What the exercise asks
Below are lines of data; restate word for word those running from the line containing "inset:0; background:#fed0aa; transform-origin:0" to the line containing "position:absolute; inset:0; border:7px", inclusive, and no others.

Data to examine
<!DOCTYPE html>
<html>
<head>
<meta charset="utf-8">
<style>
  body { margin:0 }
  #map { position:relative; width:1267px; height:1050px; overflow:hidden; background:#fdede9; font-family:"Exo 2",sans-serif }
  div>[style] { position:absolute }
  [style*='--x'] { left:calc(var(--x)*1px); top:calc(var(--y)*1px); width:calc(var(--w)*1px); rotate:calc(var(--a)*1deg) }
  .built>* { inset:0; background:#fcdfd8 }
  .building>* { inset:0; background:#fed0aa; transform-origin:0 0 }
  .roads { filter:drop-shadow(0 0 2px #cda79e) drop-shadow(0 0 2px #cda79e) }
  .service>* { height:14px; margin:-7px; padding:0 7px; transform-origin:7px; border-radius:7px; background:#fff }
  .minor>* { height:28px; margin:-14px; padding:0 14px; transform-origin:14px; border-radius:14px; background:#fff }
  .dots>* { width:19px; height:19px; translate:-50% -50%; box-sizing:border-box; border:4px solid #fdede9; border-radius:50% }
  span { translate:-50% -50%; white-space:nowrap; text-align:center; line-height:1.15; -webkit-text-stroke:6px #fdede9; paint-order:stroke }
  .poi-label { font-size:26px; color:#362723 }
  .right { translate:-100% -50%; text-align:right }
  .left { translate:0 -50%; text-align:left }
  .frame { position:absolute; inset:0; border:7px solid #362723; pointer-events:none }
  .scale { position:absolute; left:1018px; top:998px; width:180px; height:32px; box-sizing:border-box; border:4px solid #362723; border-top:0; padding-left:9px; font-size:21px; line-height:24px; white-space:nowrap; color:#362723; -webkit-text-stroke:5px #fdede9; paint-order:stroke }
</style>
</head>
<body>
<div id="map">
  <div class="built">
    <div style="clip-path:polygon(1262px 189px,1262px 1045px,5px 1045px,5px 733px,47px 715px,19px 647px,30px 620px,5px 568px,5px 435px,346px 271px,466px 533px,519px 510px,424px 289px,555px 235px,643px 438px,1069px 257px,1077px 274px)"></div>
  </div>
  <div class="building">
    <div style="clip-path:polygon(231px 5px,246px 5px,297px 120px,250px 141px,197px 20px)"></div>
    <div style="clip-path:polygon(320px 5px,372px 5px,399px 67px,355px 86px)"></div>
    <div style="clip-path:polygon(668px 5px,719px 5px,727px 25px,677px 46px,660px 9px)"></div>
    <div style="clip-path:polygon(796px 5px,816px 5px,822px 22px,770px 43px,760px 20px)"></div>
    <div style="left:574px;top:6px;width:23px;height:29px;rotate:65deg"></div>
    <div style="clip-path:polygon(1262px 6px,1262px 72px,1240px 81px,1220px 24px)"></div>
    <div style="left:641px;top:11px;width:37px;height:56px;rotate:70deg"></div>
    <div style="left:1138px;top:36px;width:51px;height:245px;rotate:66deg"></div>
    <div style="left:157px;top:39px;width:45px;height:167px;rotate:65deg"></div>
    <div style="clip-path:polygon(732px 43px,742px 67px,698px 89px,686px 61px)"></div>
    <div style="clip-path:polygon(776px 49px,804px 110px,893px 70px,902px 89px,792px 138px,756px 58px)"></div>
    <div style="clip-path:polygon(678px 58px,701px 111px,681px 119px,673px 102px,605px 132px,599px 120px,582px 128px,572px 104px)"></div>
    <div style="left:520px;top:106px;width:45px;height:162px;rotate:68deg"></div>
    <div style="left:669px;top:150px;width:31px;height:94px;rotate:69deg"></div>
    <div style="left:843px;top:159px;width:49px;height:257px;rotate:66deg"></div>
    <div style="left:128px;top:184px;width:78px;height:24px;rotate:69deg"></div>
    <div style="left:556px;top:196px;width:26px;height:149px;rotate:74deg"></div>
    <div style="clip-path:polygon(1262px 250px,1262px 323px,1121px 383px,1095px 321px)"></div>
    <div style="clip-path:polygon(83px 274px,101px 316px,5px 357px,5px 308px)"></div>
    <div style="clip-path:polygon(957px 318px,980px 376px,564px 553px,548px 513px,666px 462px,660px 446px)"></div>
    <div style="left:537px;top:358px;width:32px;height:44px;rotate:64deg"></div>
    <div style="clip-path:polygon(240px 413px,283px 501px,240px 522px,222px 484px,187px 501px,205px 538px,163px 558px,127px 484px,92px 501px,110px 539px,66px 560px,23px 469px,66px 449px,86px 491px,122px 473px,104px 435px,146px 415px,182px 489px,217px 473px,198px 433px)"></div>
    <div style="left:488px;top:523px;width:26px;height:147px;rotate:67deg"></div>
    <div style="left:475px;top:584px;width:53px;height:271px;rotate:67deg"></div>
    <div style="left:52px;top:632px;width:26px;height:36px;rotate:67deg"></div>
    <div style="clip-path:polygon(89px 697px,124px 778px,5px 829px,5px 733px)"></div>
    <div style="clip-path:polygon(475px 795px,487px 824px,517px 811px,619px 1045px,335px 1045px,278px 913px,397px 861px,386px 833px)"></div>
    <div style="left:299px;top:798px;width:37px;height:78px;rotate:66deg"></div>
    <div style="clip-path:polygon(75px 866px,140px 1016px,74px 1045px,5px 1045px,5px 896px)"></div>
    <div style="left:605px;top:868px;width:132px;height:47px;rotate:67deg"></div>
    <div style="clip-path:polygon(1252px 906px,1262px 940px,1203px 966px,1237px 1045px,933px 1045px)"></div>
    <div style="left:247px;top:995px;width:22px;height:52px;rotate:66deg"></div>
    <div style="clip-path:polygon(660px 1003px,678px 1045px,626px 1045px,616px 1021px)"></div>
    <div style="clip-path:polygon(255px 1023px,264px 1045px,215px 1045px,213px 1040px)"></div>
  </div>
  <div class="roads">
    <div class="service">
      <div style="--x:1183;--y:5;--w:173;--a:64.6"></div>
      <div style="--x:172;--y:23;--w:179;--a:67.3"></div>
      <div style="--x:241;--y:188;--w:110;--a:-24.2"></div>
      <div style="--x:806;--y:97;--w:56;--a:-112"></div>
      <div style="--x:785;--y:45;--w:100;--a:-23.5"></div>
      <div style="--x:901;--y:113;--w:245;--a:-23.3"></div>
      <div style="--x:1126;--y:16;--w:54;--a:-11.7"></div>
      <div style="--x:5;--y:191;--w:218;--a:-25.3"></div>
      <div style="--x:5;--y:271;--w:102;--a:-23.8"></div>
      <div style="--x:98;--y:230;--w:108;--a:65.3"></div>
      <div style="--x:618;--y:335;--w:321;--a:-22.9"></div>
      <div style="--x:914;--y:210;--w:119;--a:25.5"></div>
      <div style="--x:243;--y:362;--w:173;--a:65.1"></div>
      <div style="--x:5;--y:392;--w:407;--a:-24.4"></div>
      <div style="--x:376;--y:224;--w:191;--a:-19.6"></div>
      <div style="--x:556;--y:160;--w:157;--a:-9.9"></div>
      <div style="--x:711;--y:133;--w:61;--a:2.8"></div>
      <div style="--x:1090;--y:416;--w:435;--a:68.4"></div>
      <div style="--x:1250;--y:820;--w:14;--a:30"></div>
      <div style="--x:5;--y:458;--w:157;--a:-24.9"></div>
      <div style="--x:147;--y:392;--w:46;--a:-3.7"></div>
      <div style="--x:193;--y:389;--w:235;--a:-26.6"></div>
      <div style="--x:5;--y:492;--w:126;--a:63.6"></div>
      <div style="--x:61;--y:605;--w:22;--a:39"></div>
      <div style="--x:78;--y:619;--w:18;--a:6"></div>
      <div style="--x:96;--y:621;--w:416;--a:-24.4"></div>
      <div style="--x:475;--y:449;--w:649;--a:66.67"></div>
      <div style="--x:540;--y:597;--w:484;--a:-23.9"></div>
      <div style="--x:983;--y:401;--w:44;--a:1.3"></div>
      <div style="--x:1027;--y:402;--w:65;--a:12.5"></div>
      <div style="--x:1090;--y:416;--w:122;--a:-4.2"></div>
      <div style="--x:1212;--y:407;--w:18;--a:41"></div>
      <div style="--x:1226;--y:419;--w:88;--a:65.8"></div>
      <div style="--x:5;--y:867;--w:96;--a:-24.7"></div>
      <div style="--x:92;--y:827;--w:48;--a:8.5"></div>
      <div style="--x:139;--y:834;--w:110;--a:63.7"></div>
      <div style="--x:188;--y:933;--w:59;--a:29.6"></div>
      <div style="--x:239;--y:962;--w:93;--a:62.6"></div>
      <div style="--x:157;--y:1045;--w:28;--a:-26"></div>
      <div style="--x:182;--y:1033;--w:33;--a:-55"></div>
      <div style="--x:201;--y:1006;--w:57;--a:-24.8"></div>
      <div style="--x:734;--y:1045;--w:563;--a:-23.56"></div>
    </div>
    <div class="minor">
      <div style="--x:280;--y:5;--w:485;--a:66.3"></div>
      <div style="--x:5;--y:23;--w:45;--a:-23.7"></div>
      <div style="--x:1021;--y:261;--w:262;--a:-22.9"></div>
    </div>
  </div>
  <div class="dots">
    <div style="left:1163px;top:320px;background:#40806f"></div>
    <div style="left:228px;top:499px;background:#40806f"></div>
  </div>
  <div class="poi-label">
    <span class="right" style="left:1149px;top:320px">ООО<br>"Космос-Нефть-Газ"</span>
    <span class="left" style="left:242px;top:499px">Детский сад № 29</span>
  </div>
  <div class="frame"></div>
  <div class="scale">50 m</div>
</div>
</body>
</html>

Result for this task
  .building>* { inset:0; background:#fed0aa; transform-origin:0 0 }
  .roads { filter:drop-shadow(0 0 2px #cda79e) drop-shadow(0 0 2px #cda79e) }
  .service>* { height:14px; margin:-7px; padding:0 7px; transform-origin:7px; border-radius:7px; background:#fff }
  .minor>* { height:28px; margin:-14px; padding:0 14px; transform-origin:14px; border-radius:14px; background:#fff }
  .dots>* { width:19px; height:19px; translate:-50% -50%; box-sizing:border-box; border:4px solid #fdede9; border-radius:50% }
  span { translate:-50% -50%; white-space:nowrap; text-align:center; line-height:1.15; -webkit-text-stroke:6px #fdede9; paint-order:stroke }
  .poi-label { font-size:26px; color:#362723 }
  .right { translate:-100% -50%; text-align:right }
  .left { translate:0 -50%; text-align:left }
  .frame { position:absolute; inset:0; border:7px solid #362723; pointer-events:none }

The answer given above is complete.